══ Data for review ══
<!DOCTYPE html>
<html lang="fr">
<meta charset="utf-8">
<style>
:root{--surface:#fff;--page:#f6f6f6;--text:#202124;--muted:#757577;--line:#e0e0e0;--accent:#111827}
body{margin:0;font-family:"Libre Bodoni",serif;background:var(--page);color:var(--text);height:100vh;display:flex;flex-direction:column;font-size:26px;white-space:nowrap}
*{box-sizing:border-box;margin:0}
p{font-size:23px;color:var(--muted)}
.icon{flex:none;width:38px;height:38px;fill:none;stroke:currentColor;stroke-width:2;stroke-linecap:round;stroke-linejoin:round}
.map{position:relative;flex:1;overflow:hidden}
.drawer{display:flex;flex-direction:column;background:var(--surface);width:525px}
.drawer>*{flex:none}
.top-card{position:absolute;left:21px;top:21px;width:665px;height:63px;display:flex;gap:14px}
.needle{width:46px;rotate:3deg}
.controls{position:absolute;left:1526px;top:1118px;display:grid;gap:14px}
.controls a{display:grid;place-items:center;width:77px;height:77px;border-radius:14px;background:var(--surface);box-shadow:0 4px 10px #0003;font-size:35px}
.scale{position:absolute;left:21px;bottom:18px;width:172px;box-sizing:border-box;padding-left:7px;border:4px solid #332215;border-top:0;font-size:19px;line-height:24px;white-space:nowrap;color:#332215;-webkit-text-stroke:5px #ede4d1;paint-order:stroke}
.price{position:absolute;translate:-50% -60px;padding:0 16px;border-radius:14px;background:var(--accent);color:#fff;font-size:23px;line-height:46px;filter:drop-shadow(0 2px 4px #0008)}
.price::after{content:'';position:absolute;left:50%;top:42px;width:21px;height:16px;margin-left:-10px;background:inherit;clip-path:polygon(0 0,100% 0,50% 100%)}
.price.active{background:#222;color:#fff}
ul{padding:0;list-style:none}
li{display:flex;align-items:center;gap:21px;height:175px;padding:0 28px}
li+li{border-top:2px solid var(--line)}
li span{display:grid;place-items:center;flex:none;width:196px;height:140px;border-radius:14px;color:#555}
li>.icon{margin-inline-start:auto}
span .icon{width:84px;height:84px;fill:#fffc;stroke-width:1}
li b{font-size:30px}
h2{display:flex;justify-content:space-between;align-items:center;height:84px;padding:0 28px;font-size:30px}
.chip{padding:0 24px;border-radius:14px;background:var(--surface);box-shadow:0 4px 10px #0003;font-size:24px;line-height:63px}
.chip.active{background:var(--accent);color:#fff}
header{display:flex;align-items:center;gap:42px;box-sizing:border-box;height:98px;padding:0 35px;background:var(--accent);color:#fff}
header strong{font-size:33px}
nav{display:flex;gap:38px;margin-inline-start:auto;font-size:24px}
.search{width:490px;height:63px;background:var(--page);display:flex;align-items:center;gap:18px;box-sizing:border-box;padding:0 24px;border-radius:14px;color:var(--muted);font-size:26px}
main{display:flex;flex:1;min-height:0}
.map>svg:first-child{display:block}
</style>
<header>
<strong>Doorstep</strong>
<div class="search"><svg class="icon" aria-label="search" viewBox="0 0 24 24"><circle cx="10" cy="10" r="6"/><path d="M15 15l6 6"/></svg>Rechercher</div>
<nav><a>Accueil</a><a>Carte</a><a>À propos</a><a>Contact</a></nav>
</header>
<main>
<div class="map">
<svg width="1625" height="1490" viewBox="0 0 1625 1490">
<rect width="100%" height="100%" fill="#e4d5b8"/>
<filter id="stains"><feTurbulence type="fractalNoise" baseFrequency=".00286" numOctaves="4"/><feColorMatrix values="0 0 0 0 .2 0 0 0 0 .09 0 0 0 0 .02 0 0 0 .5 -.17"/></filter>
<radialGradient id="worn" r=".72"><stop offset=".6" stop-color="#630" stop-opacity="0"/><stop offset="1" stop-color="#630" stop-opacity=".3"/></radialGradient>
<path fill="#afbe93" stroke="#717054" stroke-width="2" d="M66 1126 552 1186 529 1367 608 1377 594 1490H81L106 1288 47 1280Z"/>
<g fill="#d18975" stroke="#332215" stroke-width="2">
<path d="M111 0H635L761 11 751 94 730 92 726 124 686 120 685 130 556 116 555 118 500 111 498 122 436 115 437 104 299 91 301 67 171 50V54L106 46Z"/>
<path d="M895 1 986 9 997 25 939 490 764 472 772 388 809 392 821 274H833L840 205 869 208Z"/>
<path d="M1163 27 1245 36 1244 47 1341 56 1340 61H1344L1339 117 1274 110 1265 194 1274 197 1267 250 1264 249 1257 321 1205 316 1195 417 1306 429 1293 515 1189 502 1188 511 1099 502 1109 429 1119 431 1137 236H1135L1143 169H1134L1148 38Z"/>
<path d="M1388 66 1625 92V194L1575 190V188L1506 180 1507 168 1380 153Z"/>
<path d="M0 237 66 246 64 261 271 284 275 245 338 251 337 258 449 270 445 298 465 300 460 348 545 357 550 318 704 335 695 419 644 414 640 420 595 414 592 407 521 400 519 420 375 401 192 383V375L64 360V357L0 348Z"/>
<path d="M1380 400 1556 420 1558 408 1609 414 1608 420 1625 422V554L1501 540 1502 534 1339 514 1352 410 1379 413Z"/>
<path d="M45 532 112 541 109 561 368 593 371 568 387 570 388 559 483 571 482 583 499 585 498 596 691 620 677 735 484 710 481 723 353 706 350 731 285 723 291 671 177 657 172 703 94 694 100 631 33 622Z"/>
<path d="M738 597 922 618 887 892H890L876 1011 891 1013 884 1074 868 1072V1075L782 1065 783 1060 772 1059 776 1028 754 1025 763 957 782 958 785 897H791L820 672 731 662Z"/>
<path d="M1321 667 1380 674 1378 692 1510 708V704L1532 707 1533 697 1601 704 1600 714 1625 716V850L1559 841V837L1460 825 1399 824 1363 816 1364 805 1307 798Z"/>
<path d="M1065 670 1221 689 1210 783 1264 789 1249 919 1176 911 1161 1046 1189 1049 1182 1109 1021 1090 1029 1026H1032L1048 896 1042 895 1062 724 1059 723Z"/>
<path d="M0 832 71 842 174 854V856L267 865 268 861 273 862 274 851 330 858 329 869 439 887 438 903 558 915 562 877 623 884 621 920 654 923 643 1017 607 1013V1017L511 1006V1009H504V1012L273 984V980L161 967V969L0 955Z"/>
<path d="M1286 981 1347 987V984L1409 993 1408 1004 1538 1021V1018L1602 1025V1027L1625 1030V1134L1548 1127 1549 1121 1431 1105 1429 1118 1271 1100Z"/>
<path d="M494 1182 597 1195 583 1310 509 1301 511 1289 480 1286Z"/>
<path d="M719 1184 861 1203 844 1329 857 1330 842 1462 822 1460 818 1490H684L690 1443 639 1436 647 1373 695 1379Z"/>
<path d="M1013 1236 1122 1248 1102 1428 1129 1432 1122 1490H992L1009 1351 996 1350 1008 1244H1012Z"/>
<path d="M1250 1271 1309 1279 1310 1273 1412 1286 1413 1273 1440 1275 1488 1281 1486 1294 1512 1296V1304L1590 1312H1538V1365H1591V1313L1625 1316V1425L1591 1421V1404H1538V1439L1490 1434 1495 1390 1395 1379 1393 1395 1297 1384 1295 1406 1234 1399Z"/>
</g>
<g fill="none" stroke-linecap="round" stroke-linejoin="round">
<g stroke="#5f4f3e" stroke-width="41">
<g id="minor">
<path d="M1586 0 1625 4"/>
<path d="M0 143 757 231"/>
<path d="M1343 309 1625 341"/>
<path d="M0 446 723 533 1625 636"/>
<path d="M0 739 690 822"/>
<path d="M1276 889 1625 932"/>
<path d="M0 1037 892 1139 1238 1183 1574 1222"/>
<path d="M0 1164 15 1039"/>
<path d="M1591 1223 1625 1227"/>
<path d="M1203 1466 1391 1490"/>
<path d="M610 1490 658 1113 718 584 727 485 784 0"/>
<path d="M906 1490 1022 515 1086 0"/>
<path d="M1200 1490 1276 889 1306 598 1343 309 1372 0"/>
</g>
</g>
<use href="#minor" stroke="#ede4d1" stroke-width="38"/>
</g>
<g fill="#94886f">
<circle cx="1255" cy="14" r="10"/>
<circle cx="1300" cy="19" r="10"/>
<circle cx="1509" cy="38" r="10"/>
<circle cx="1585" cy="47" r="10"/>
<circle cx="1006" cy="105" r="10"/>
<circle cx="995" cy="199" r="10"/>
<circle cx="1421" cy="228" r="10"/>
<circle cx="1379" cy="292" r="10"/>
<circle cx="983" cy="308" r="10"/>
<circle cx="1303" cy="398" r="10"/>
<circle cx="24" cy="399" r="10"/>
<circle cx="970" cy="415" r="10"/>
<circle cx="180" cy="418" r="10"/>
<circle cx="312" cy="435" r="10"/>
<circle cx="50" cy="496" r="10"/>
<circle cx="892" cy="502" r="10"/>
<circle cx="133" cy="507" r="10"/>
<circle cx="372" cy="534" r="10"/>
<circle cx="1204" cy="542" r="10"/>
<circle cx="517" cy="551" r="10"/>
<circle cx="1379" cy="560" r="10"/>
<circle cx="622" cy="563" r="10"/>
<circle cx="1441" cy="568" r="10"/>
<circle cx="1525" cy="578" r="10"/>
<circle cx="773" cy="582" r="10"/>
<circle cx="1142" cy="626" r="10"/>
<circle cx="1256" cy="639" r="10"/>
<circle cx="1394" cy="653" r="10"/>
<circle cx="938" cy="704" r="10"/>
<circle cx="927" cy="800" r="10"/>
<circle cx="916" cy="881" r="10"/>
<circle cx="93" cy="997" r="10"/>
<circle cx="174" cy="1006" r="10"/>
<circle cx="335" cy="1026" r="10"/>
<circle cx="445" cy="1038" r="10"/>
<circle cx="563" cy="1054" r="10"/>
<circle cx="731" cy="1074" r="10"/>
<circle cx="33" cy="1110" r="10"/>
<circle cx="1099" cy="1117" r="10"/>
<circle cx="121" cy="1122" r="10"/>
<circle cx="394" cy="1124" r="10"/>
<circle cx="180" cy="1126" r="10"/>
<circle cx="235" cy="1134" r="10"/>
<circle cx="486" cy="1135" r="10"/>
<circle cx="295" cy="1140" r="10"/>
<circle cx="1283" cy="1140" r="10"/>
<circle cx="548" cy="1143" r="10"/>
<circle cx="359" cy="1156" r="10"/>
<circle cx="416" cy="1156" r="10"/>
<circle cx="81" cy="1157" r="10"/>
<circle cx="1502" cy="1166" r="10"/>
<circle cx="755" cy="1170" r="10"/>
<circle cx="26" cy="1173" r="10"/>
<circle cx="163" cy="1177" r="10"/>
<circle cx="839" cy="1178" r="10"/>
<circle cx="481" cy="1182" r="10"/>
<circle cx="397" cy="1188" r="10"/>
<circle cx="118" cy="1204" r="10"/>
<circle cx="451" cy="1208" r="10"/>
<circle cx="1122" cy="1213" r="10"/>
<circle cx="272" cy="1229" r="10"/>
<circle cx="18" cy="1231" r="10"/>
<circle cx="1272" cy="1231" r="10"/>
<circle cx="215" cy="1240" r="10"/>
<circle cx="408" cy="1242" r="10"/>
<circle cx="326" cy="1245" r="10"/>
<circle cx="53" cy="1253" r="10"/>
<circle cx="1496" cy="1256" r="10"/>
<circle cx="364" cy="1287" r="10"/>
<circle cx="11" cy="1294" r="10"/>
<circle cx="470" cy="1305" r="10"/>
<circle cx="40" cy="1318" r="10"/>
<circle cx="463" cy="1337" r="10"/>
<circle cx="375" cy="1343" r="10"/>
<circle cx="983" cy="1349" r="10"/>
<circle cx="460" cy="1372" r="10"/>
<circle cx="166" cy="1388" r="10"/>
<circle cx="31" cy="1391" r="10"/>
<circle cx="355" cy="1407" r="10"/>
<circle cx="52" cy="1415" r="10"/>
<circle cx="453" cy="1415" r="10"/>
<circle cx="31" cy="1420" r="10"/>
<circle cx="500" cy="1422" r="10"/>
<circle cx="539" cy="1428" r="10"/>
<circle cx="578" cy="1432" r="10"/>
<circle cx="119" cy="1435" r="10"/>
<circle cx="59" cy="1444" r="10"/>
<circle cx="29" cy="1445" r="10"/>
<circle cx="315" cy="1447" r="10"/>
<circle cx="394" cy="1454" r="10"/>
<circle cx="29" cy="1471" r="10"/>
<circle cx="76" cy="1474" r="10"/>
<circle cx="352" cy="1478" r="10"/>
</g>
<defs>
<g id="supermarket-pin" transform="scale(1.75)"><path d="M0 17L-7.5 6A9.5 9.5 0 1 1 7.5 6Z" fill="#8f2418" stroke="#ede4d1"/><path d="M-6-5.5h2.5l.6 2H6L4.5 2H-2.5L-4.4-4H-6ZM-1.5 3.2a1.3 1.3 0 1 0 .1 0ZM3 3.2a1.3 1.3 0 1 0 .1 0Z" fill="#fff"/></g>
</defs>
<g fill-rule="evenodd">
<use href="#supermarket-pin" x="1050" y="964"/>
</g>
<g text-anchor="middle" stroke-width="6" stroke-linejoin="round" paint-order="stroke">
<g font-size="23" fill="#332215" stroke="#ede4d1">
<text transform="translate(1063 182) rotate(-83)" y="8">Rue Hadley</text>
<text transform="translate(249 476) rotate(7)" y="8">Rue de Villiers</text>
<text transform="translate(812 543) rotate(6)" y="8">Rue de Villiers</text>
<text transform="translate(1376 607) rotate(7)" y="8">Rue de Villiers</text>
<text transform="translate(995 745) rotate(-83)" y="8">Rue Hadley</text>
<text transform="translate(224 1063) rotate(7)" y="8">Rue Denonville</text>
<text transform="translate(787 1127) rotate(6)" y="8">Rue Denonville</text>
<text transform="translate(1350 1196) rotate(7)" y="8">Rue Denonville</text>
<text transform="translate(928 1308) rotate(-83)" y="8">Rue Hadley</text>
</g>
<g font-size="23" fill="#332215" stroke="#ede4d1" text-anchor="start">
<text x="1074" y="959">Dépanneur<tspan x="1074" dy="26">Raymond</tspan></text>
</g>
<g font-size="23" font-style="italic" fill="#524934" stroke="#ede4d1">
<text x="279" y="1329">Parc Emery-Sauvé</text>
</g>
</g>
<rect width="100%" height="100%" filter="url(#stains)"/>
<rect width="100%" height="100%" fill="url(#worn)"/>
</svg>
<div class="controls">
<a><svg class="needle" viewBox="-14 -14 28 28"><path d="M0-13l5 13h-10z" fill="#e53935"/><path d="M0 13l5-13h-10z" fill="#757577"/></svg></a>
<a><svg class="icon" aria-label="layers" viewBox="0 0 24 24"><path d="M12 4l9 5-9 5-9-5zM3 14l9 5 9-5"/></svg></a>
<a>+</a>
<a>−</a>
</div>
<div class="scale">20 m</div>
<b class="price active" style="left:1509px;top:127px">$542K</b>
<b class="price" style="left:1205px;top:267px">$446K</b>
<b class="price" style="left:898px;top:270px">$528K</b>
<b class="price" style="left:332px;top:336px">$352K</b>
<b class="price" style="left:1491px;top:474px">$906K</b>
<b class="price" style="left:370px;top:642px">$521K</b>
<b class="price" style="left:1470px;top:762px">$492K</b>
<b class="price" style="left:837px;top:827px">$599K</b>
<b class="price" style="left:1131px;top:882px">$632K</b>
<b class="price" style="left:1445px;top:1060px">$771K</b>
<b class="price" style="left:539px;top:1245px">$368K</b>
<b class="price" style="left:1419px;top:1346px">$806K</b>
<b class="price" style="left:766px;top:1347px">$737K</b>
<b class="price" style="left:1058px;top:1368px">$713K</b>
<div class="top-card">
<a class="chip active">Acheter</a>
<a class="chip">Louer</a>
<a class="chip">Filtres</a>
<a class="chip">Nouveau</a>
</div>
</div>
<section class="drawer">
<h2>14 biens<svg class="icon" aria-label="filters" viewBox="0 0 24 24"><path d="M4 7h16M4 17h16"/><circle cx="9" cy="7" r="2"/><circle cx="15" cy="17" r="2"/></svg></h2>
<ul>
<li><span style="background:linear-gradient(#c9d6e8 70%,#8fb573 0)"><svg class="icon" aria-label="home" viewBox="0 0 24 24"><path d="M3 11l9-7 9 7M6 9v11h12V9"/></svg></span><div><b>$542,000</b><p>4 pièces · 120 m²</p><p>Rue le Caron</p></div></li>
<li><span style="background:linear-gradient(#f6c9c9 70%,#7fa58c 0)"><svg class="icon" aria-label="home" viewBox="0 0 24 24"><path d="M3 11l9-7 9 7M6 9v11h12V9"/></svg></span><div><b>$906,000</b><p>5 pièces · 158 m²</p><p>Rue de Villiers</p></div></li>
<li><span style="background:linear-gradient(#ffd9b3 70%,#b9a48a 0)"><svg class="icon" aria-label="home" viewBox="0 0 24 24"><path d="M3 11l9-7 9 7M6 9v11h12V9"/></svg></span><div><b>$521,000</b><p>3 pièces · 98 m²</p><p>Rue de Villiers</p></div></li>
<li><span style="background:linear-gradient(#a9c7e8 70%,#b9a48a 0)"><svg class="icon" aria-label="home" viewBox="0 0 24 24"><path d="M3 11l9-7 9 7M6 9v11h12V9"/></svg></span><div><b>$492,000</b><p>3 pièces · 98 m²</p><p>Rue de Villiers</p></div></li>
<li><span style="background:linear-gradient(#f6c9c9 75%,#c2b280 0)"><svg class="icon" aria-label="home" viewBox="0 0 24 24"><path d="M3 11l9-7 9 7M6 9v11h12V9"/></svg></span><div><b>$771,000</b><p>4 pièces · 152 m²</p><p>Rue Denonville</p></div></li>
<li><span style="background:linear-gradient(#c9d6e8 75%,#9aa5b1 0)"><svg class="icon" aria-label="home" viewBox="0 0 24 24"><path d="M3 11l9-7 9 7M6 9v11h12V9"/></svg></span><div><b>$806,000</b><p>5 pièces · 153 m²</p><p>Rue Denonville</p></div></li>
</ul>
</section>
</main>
═══
• **Your assignment**:
Where a line of the data above includes "chip", copy that line.

• **Response box**:
.chip{padding:0 24px;border-radius:14px;background:var(--surface);box-shadow:0 4px 10px #0003;font-size:24px;line-height:63px}
.chip.active{background:var(--accent);color:#fff}
<a class="chip active">Acheter</a>
<a class="chip">Louer</a>
<a class="chip">Filtres</a>
<a class="chip">Nouveau</a>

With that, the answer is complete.